* **What to produce**
When the word "above" appears in a line of the data below, list that line.

»»

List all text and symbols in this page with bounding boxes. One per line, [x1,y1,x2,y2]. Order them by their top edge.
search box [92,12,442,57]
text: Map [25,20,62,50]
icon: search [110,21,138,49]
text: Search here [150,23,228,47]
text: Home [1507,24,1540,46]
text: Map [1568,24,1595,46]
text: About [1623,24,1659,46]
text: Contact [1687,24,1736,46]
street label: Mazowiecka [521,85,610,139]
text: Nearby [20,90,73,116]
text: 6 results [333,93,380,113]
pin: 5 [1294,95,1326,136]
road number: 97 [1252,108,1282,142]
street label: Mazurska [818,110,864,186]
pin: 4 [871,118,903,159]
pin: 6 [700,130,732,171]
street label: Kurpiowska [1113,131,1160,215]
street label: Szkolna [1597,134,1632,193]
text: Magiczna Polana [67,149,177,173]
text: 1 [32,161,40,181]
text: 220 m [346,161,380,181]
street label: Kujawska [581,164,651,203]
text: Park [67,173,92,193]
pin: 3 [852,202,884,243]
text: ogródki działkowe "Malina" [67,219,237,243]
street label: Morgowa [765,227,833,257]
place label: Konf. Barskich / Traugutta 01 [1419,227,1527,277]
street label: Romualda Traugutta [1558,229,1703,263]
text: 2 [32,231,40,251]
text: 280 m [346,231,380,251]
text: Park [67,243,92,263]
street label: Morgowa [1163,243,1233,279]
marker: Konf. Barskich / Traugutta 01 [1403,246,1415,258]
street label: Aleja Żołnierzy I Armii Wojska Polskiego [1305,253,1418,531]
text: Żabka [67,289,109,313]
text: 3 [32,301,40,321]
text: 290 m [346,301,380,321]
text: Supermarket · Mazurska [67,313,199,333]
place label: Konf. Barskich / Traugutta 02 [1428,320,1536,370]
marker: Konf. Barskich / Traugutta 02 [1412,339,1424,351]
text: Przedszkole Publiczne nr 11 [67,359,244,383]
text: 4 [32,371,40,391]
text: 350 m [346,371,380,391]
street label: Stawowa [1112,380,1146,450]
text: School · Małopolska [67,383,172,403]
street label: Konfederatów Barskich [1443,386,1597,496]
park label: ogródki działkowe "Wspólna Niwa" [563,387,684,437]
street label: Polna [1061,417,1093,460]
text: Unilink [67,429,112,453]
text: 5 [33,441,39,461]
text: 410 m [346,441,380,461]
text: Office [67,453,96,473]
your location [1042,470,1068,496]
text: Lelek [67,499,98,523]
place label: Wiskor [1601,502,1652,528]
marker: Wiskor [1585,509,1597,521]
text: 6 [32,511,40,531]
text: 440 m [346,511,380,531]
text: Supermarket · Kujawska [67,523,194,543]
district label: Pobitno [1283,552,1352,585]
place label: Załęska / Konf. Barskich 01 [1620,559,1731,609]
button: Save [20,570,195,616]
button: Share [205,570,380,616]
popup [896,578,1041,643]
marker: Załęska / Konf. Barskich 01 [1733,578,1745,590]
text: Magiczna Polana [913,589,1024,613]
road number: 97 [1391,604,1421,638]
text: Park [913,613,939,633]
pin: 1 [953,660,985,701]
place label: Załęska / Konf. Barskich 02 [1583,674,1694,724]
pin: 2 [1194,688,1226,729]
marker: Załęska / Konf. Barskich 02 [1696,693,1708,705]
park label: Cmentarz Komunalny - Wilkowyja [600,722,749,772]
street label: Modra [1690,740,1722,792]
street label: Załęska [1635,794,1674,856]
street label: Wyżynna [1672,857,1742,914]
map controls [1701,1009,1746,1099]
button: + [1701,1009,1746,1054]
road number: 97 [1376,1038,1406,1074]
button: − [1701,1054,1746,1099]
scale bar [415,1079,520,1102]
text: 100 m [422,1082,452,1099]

««
»»

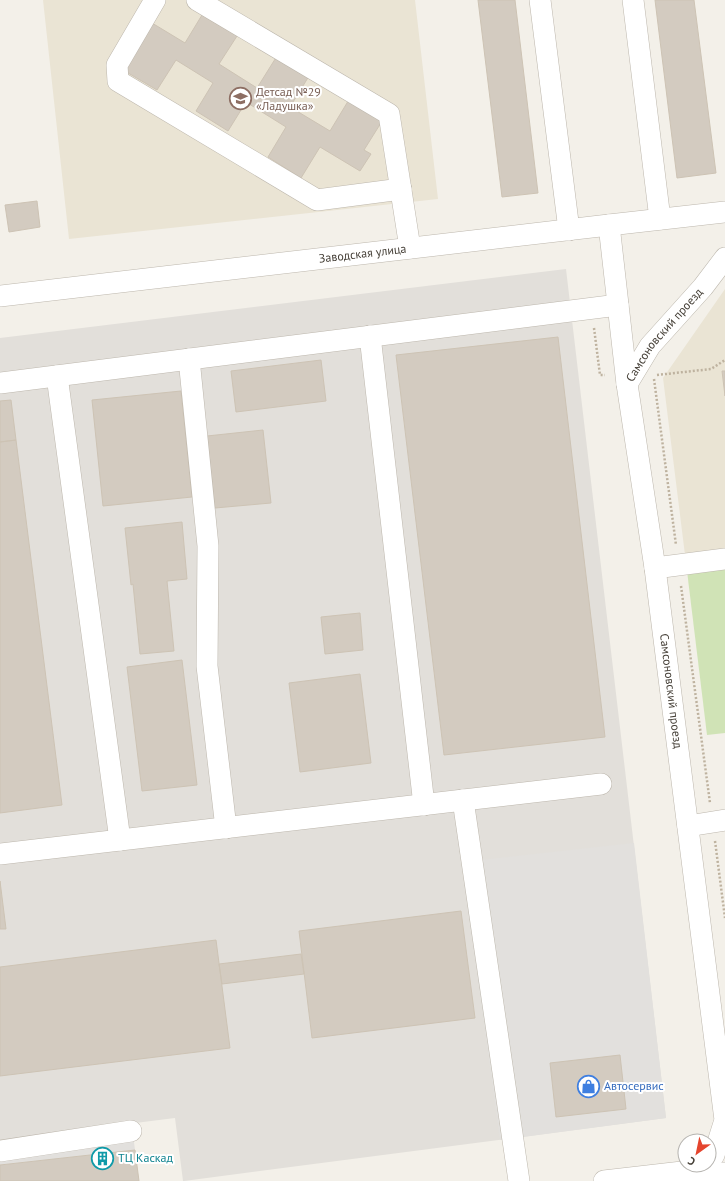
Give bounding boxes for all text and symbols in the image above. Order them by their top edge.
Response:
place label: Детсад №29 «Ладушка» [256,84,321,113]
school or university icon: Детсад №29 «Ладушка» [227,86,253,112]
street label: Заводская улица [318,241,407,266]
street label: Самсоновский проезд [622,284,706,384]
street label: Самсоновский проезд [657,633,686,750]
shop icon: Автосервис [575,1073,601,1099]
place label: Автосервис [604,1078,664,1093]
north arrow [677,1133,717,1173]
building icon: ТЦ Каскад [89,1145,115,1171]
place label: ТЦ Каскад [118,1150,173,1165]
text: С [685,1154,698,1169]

««
»»

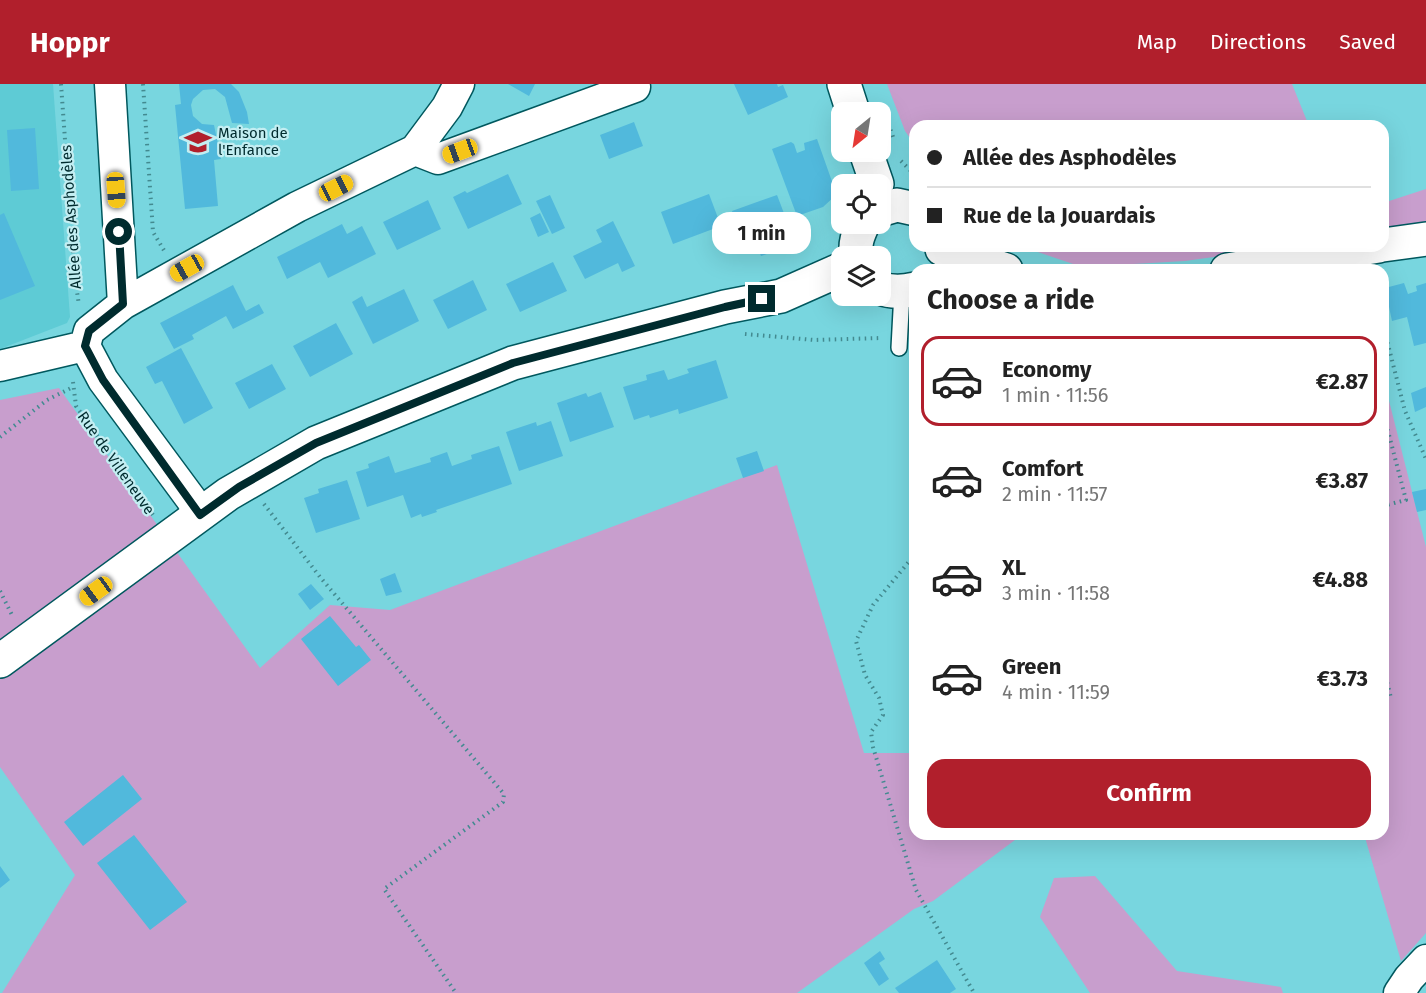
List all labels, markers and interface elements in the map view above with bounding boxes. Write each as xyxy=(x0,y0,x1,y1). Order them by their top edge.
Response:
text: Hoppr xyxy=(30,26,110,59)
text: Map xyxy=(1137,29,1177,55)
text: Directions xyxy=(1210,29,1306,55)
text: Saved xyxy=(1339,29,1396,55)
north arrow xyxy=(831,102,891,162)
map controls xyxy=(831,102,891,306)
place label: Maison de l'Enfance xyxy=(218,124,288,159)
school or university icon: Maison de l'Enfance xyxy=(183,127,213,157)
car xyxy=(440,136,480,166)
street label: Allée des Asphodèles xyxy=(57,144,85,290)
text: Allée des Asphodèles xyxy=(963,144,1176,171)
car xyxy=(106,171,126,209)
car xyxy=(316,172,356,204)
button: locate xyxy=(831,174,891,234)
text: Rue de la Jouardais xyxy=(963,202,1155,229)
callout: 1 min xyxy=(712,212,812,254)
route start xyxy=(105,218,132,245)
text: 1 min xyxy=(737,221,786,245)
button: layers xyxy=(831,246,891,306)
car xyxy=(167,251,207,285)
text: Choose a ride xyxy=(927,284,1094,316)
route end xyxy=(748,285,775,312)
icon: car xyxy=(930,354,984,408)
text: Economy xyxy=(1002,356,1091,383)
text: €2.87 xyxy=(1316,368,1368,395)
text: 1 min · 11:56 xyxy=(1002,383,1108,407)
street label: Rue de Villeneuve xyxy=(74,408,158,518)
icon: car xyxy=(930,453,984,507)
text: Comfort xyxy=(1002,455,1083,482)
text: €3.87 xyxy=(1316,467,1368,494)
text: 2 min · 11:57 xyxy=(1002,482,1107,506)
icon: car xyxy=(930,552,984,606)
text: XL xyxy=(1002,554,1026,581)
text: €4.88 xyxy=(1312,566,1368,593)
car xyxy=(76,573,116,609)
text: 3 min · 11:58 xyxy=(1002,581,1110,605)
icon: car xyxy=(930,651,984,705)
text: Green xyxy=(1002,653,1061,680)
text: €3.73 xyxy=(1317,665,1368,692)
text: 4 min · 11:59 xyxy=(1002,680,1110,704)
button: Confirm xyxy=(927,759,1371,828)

««

* **Response box**
Give bounding boxes for all text and symbols in the image above. Order them by their top edge.
List all labels, markers and interface elements in the map view above with bounding boxes. Write each as xyxy=(x0,y0,x1,y1). Order them by their top edge.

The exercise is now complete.